(Stored items)
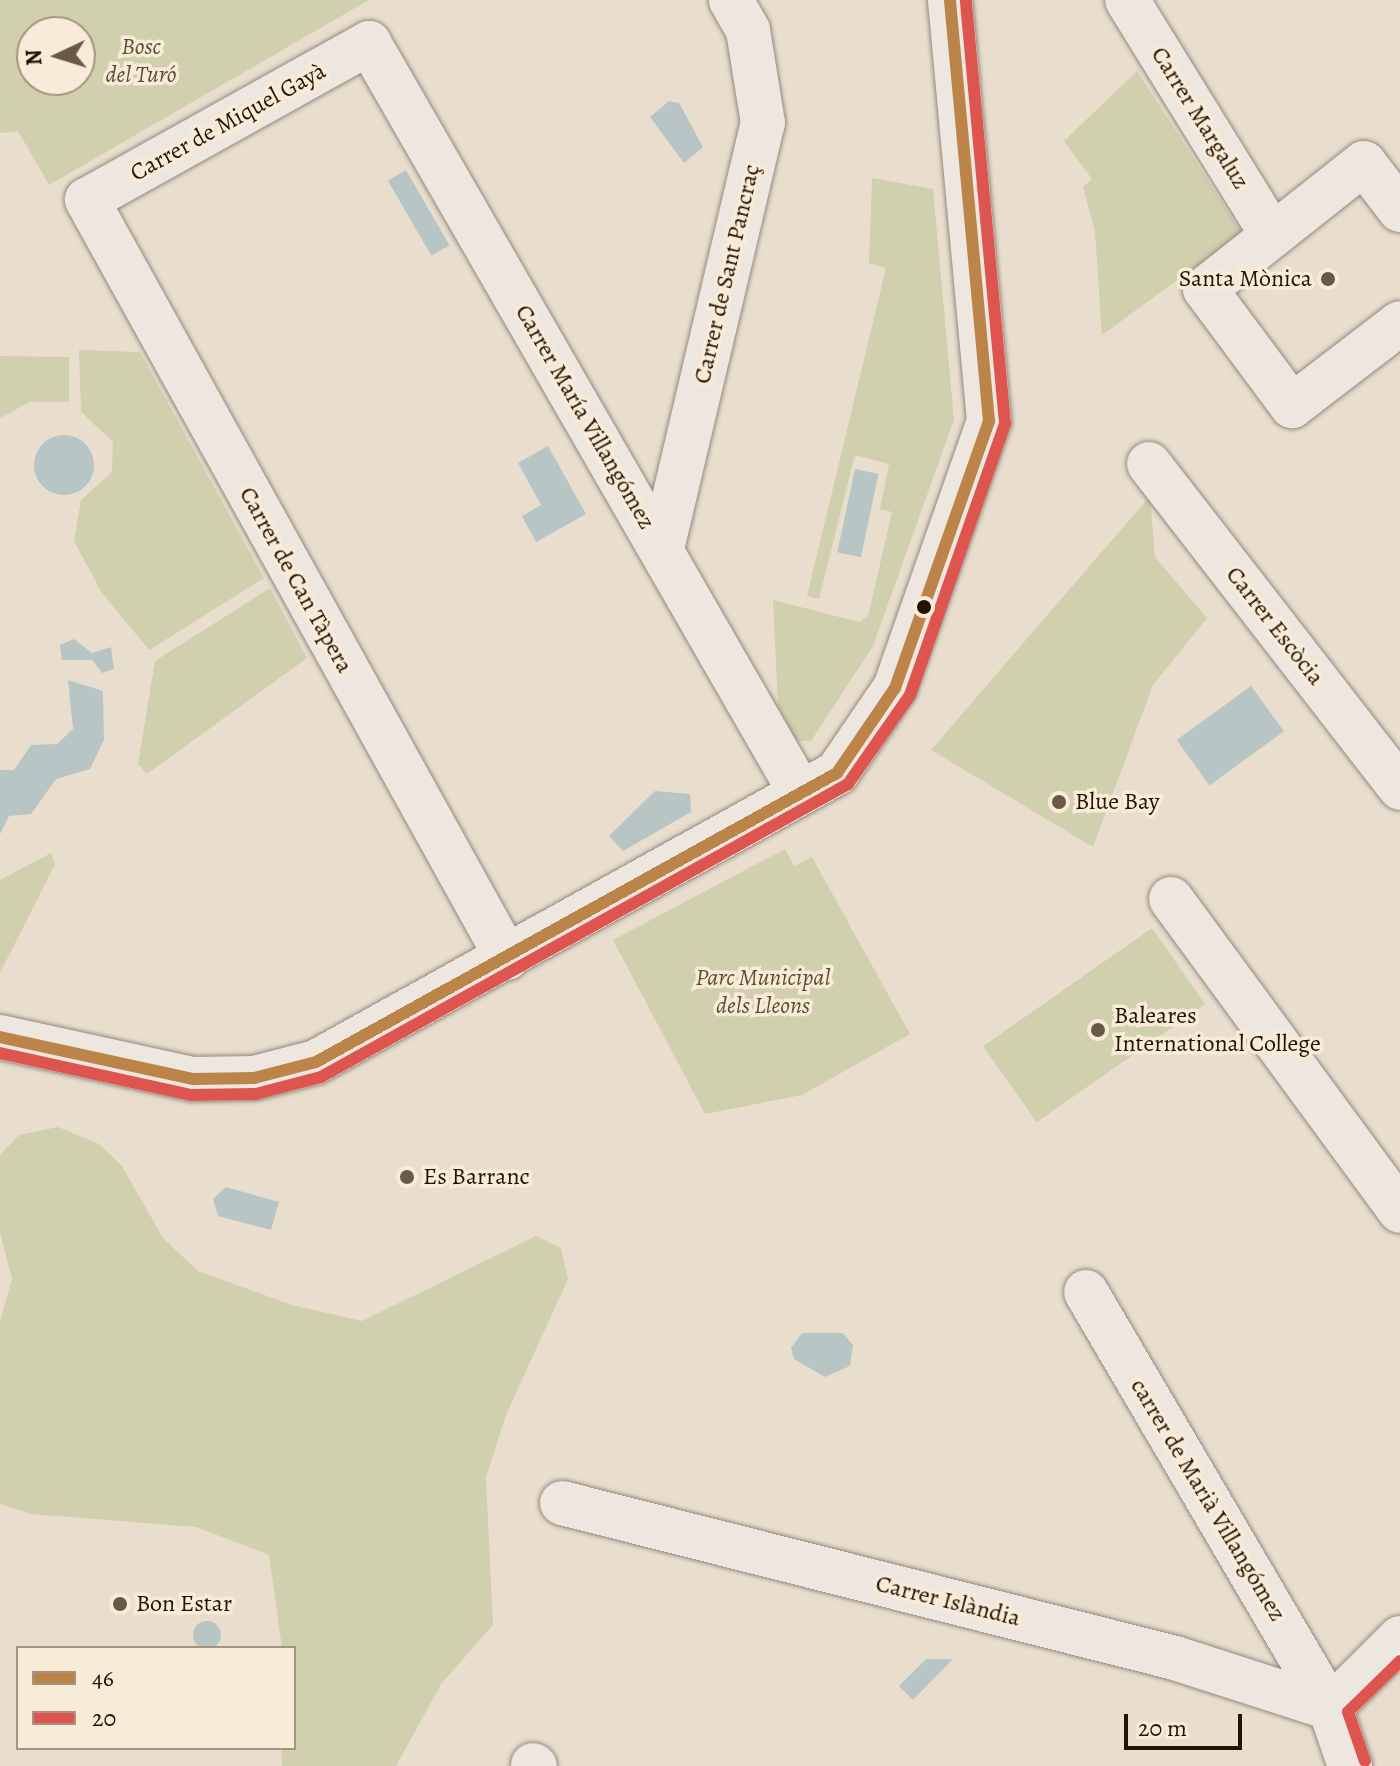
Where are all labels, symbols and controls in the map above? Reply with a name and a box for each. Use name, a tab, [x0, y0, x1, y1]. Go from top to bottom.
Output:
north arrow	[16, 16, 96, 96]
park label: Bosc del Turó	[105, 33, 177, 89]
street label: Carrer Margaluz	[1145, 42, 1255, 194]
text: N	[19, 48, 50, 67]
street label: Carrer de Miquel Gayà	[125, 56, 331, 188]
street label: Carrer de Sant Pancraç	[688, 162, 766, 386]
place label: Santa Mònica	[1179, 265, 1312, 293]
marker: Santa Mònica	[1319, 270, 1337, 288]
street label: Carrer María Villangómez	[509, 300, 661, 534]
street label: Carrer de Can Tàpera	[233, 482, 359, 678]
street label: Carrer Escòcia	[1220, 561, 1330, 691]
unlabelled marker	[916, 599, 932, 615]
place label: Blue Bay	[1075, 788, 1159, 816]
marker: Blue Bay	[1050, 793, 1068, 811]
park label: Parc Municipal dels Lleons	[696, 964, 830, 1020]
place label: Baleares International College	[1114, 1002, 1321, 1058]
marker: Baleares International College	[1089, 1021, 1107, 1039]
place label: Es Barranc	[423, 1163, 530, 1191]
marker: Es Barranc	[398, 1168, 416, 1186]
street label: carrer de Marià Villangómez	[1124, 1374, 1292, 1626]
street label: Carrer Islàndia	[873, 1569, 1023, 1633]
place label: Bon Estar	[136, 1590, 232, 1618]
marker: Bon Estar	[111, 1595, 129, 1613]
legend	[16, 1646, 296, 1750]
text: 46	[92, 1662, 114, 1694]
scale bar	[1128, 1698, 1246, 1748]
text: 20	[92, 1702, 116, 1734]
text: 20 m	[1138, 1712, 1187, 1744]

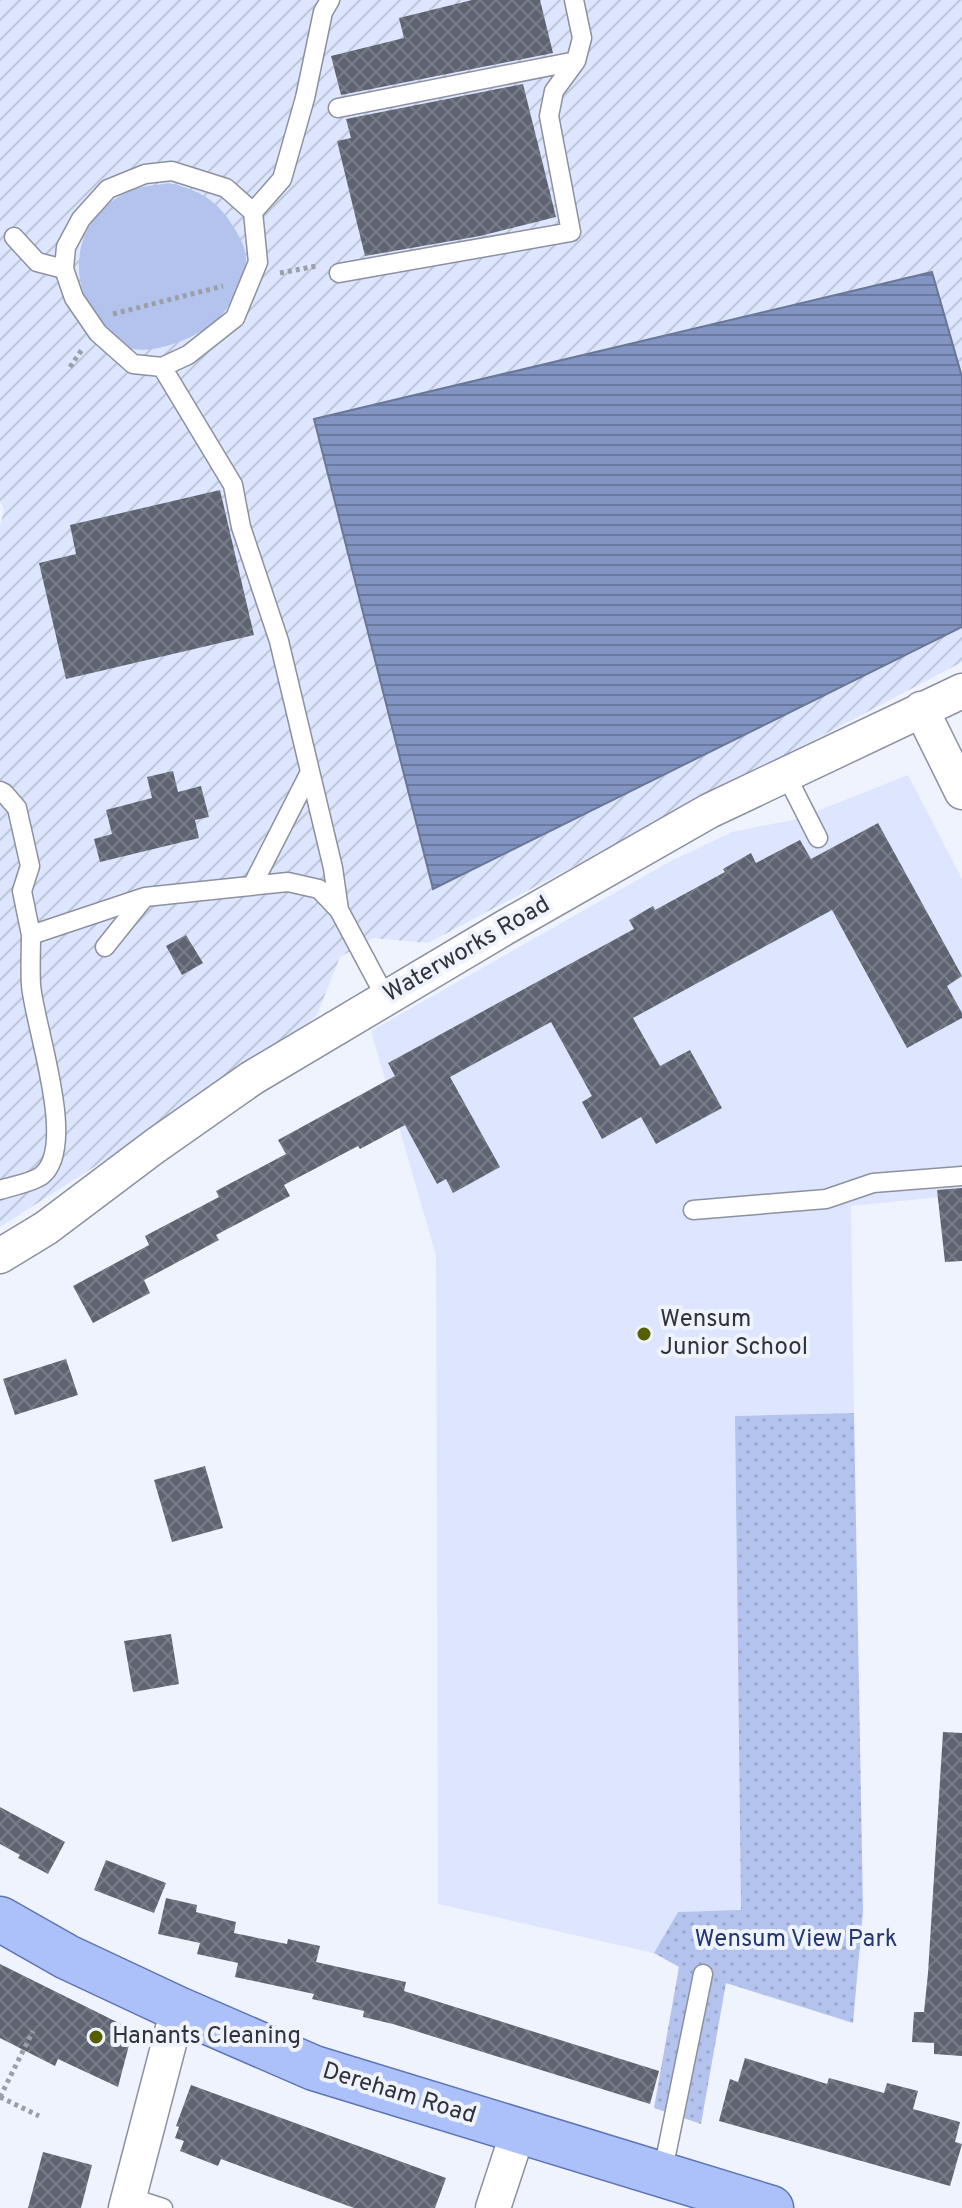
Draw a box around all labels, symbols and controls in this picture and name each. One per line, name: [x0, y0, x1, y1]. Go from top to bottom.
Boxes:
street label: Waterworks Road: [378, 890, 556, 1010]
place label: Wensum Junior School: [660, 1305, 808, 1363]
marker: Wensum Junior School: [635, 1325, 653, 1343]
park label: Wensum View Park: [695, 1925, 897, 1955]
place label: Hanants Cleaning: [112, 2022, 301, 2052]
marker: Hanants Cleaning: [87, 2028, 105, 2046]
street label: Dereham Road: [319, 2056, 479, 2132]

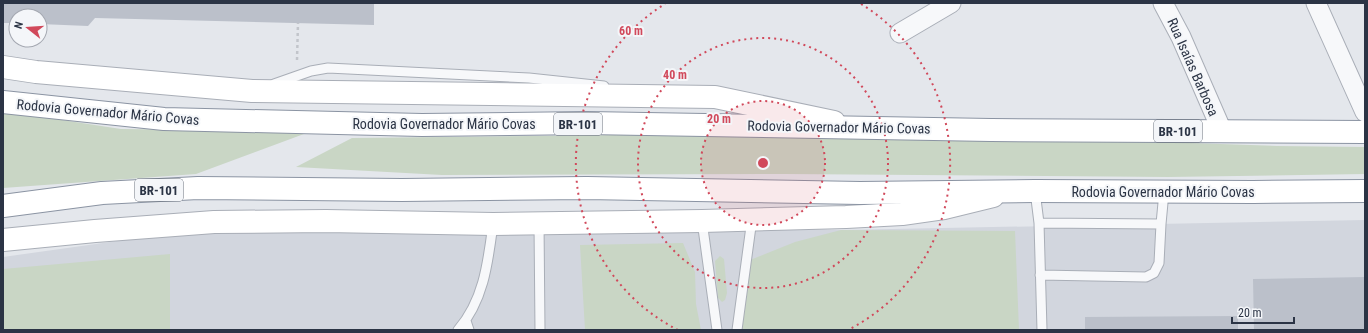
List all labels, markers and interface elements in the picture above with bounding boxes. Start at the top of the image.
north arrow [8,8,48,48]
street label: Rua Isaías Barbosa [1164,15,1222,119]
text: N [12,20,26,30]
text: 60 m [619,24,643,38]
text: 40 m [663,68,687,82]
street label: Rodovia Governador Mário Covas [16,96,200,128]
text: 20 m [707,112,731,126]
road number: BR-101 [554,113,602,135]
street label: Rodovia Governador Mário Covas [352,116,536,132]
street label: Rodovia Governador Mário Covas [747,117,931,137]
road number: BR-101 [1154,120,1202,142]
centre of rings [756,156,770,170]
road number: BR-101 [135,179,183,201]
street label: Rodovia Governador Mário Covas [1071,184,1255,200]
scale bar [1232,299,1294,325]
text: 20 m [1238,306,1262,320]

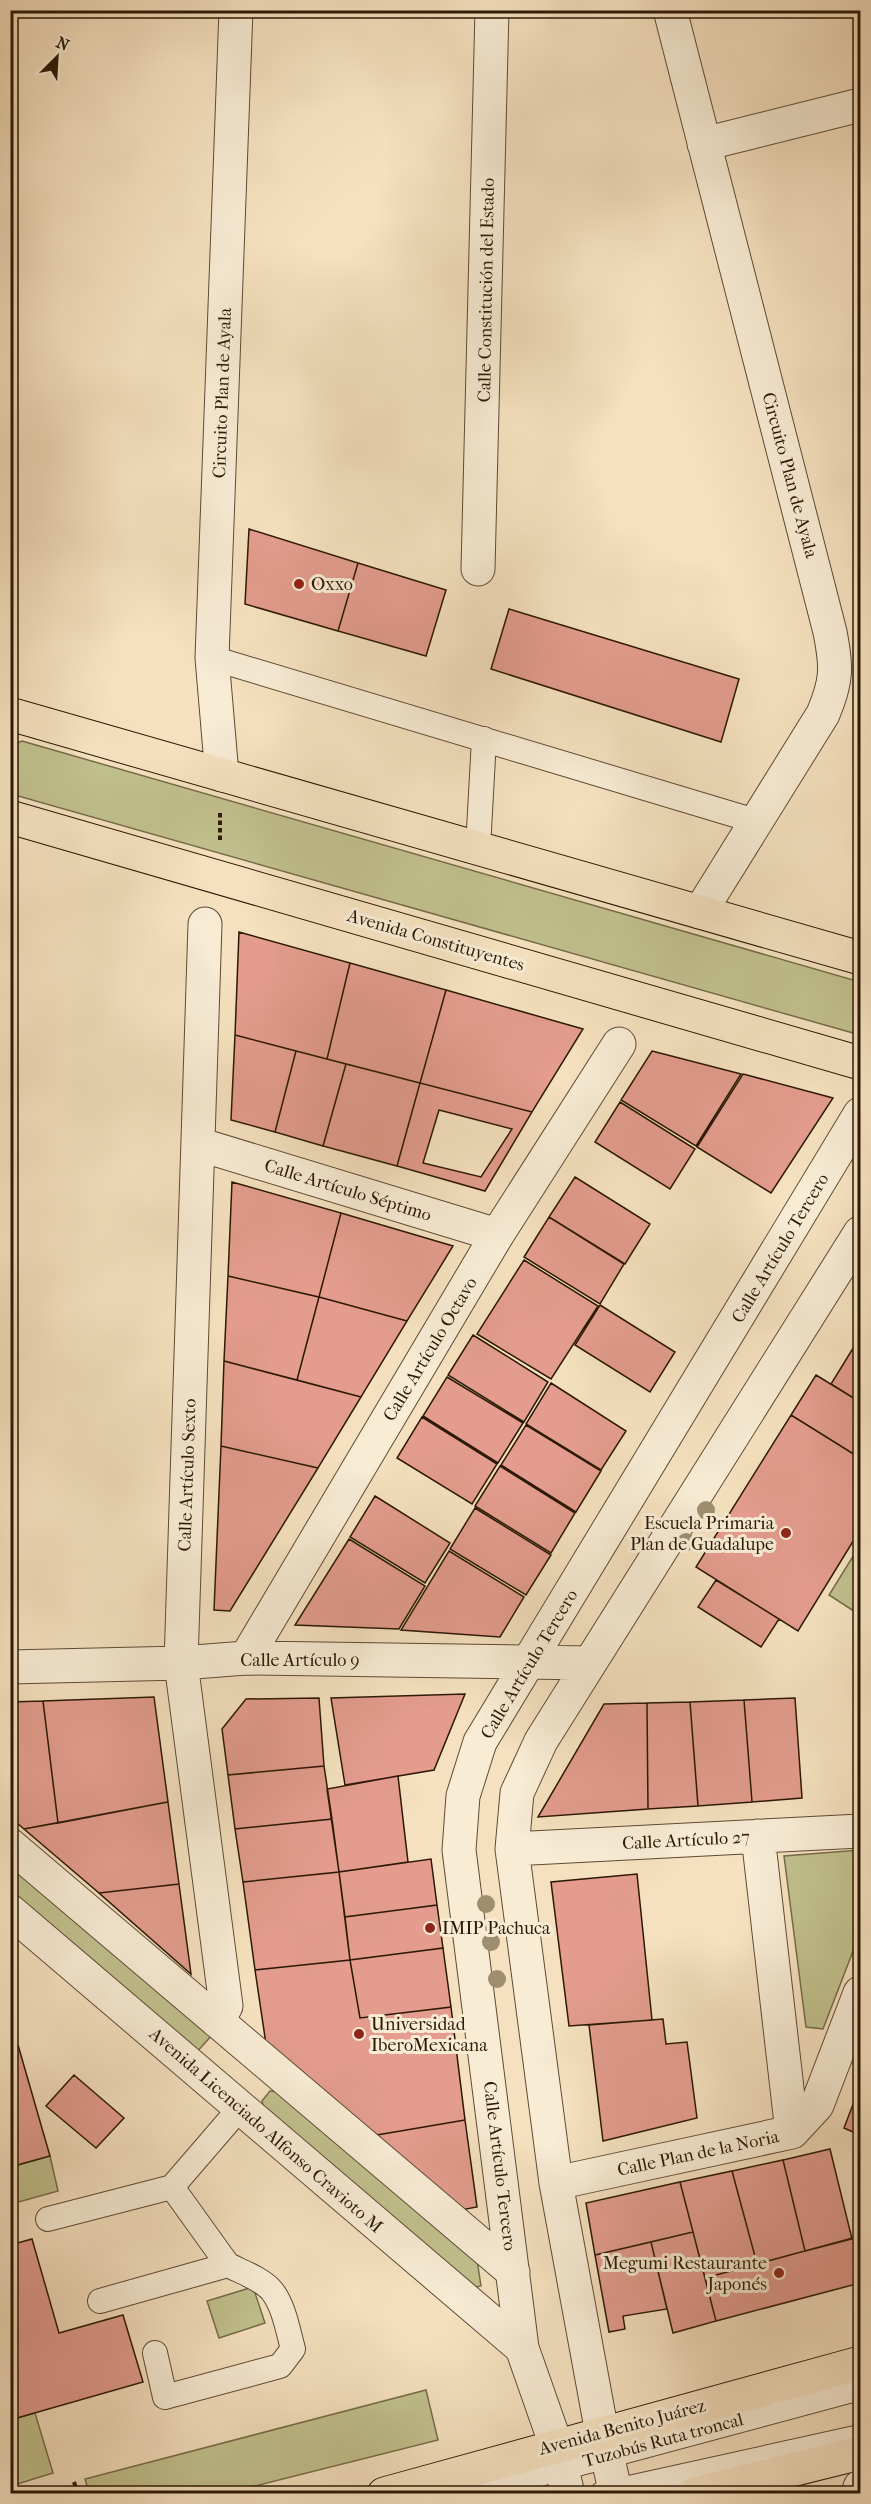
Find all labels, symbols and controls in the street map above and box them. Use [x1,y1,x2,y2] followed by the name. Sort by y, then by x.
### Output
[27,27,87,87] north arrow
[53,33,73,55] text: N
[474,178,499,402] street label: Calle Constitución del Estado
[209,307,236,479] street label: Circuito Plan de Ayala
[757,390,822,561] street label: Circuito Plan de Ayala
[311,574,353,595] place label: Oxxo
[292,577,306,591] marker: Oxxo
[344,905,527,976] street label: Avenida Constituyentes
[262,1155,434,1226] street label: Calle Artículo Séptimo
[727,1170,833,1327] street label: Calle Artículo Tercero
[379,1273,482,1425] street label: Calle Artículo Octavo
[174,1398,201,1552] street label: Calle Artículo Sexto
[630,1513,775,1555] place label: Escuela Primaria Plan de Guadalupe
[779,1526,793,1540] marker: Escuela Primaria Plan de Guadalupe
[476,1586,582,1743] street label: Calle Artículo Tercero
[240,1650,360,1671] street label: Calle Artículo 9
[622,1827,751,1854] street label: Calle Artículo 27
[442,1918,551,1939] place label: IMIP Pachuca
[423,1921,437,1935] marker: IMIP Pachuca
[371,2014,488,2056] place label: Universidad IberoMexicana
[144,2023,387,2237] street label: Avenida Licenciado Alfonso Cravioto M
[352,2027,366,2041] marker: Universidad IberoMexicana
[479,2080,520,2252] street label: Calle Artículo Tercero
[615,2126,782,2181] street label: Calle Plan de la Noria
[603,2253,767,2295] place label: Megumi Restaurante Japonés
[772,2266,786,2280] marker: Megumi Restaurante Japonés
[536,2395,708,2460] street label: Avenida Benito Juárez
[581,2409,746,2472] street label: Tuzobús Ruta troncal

## [Exercise instructions]
Report the count, and only the count, of lines in the records above that contain "name".

## [Reply to the exercise]
3